(MATERIAL FOR THE TASK begins)

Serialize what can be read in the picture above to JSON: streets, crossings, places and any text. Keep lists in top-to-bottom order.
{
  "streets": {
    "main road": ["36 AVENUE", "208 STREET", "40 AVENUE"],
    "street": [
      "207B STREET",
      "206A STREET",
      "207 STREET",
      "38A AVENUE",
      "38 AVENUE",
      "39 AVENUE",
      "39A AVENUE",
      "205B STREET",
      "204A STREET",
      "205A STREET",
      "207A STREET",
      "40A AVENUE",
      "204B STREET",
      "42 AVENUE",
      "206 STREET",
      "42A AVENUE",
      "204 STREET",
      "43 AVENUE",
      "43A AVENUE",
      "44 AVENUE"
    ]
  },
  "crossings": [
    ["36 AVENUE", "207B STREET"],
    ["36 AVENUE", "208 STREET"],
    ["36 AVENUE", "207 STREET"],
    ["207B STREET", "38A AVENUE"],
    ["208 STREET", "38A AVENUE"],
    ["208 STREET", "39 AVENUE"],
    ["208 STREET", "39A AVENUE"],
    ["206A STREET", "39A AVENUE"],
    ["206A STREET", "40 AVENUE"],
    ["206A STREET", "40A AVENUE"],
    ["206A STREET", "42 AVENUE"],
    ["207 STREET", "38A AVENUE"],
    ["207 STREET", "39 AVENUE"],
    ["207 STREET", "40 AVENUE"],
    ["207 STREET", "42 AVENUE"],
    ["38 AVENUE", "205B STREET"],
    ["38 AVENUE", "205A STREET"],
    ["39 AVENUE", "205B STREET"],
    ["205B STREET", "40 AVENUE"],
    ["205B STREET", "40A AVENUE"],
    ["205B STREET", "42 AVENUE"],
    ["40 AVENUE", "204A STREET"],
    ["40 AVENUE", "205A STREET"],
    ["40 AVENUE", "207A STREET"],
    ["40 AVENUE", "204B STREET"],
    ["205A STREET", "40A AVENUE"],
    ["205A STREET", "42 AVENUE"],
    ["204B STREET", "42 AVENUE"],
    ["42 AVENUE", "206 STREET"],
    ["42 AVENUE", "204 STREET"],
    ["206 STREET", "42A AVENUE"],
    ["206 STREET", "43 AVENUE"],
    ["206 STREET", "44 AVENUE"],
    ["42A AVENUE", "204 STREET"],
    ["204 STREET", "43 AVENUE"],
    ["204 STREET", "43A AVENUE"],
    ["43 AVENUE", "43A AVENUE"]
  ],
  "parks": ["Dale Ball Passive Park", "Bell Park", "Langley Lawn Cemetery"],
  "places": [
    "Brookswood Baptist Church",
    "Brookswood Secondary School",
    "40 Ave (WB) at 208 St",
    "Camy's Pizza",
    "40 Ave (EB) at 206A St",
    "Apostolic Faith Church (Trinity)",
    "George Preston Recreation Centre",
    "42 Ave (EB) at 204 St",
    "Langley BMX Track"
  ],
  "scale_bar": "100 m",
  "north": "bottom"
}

(MATERIAL FOR THE TASK ends)

### TASK DESCRIPTION
Could you return all of the data exactly as written?

### ANSWER TO THE PROBLEM
Serialize what can be read in the picture above to JSON: streets, crossings, places and any text. Keep lists in top-to-bottom order.
{
  "streets": {
    "main road": ["36 AVENUE", "208 STREET", "40 AVENUE"],
    "street": [
      "207B STREET",
      "206A STREET",
      "207 STREET",
      "38A AVENUE",
      "38 AVENUE",
      "39 AVENUE",
      "39A AVENUE",
      "205B STREET",
      "204A STREET",
      "205A STREET",
      "207A STREET",
      "40A AVENUE",
      "204B STREET",
      "42 AVENUE",
      "206 STREET",
      "42A AVENUE",
      "204 STREET",
      "43 AVENUE",
      "43A AVENUE",
      "44 AVENUE"
    ]
  },
  "crossings": [
    ["36 AVENUE", "207B STREET"],
    ["36 AVENUE", "208 STREET"],
    ["36 AVENUE", "207 STREET"],
    ["207B STREET", "38A AVENUE"],
    ["208 STREET", "38A AVENUE"],
    ["208 STREET", "39 AVENUE"],
    ["208 STREET", "39A AVENUE"],
    ["206A STREET", "39A AVENUE"],
    ["206A STREET", "40 AVENUE"],
    ["206A STREET", "40A AVENUE"],
    ["206A STREET", "42 AVENUE"],
    ["207 STREET", "38A AVENUE"],
    ["207 STREET", "39 AVENUE"],
    ["207 STREET", "40 AVENUE"],
    ["207 STREET", "42 AVENUE"],
    ["38 AVENUE", "205B STREET"],
    ["38 AVENUE", "205A STREET"],
    ["39 AVENUE", "205B STREET"],
    ["205B STREET", "40 AVENUE"],
    ["205B STREET", "40A AVENUE"],
    ["205B STREET", "42 AVENUE"],
    ["40 AVENUE", "204A STREET"],
    ["40 AVENUE", "205A STREET"],
    ["40 AVENUE", "207A STREET"],
    ["40 AVENUE", "204B STREET"],
    ["205A STREET", "40A AVENUE"],
    ["205A STREET", "42 AVENUE"],
    ["204B STREET", "42 AVENUE"],
    ["42 AVENUE", "206 STREET"],
    ["42 AVENUE", "204 STREET"],
    ["206 STREET", "42A AVENUE"],
    ["206 STREET", "43 AVENUE"],
    ["206 STREET", "44 AVENUE"],
    ["42A AVENUE", "204 STREET"],
    ["204 STREET", "43 AVENUE"],
    ["204 STREET", "43A AVENUE"],
    ["43 AVENUE", "43A AVENUE"]
  ],
  "parks": ["Dale Ball Passive Park", "Bell Park", "Langley Lawn Cemetery"],
  "places": [
    "Brookswood Baptist Church",
    "Brookswood Secondary School",
    "40 Ave (WB) at 208 St",
    "Camy's Pizza",
    "40 Ave (EB) at 206A St",
    "Apostolic Faith Church (Trinity)",
    "George Preston Recreation Centre",
    "42 Ave (EB) at 204 St",
    "Langley BMX Track"
  ],
  "scale_bar": "100 m",
  "north": "bottom"
}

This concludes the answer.